When a child is recounting some drama about a peer getting into trouble for fighting, encourage them to think about the situation from another child’s point of view by “wondering” about what that boy or girl was feeling to make them act like that.

3: Lead by positive example

Talking is never enough, we have to let them see us be kind and do kind – most powerfully through small, subtle, everyday things rather than grandiose actions.

4: Parent with kindness

As the mother of a small child, Fortune finds that instead of a stream of “no”, “no”, “no”, it is more effective if she says: “Please don’t climb on the furniture, I am worried you are going to get hurt.” It is an approach that is more likely to get an “Okay then” in response, rather than be met with a defiant: “What, do you mean this, right here, what are you going to do about it?” attitude.
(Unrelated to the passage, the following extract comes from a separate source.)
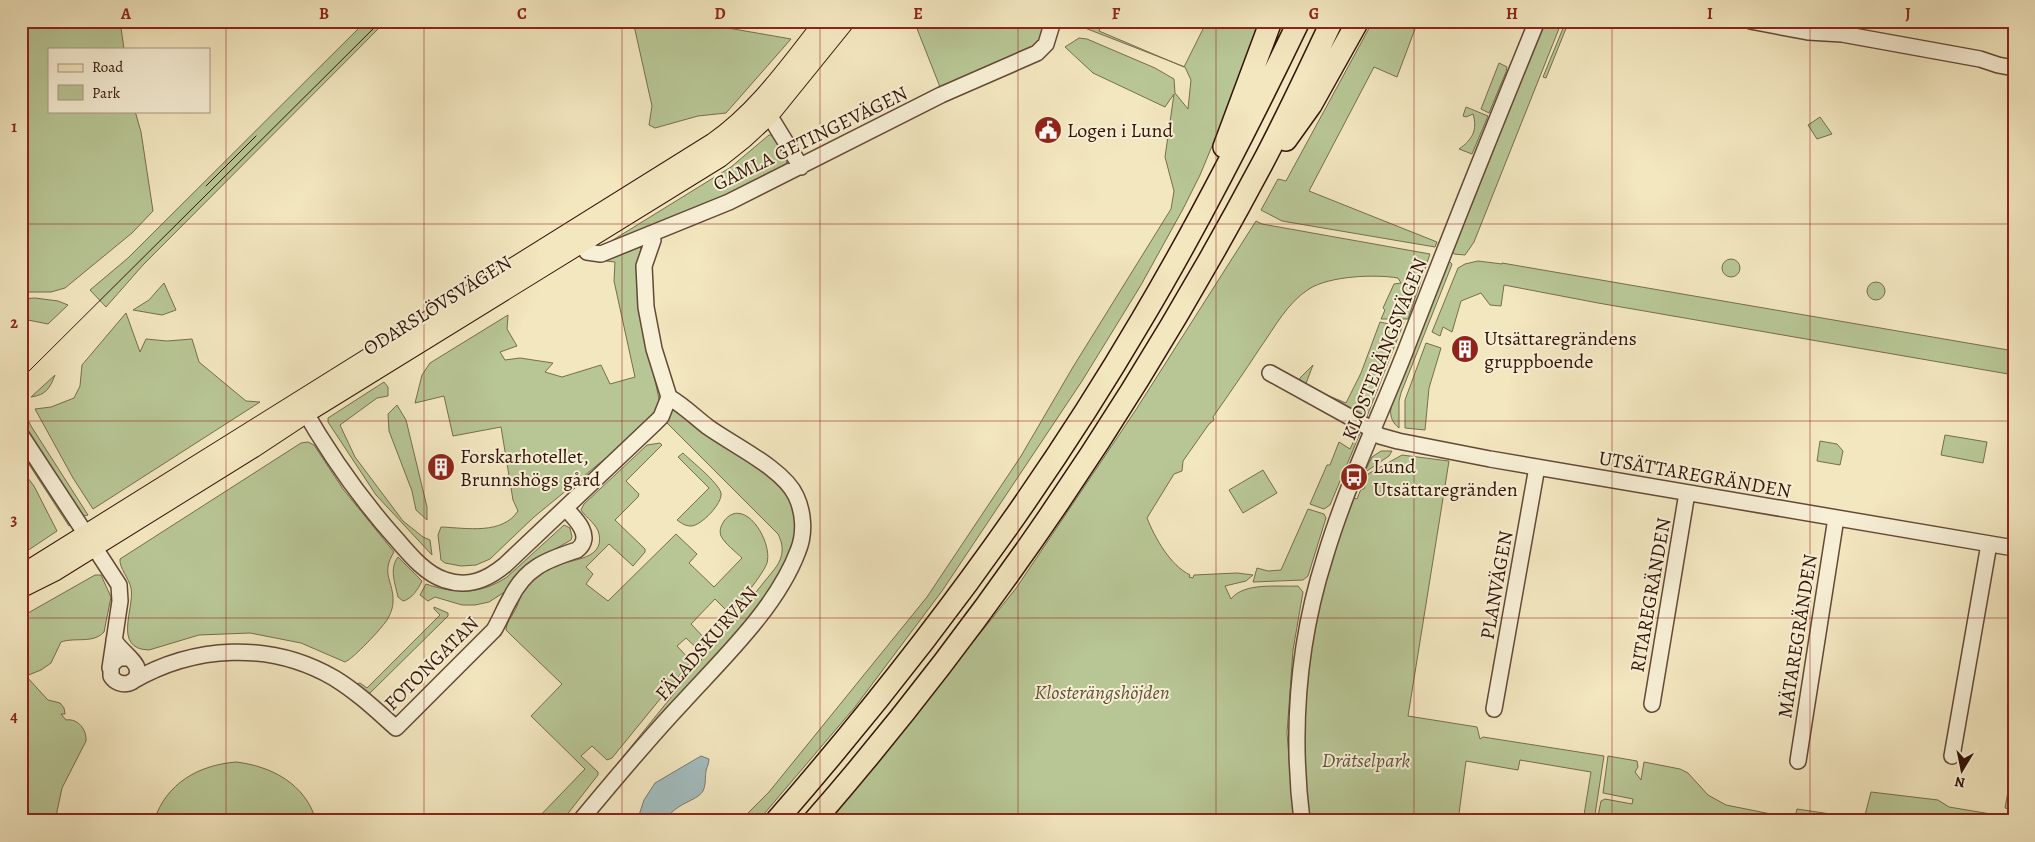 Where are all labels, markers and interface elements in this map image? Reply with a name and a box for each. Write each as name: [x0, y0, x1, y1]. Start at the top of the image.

5: Don’t try to match a teenager’s frustration

As tempting as it can be to give as good as you get from a stroppy teenager, meet every interaction with kindness, even if it may not be appreciated – at least for another decade.
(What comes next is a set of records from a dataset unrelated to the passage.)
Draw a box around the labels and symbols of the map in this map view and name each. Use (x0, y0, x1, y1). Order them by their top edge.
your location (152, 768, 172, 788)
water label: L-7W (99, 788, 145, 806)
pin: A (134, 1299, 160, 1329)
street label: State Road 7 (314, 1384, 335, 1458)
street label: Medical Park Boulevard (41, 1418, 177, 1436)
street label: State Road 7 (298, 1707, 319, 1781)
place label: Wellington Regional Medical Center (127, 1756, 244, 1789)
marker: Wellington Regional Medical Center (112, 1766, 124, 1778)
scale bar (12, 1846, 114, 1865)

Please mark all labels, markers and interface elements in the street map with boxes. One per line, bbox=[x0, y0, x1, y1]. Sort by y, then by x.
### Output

6: Smile and make eye contact with everybody you’re dealing with

This shows children how we try to connect with people around us and appreciate others.

7: Do random acts of kindness

Spot opportunities to spontaneously work with children as a “team” to help others.

8: Plan intentional acts of kindness

We may experience higher levels of wellbeing if we do three big or five small acts of kindness in one day than scatter them across a week. So, you could encourage your children to do a cluster of “chores”, for which no payment should be made.

9: Observe it in others

Just seeing other people being helpful can give us a wellbeing boost, so point out examples you encounter, perhaps on television, to children.

10: Give time

This is something children can do to help a friend, relative or neighbour with something.

11: Give money

Decide as a family what organisation you will donate money to and why. Maybe ask older children to research and shortlist two to three deserving causes, which they need to “sell” to the rest of the family members.

12: Recycle socially

Children can help choose toys or clothes that they want to give away to other children or charity shops.

13: Challenge teenagers

Not only to do and record one kind deed every day for a month but to also track their mood while they are doing it and see what difference it makes.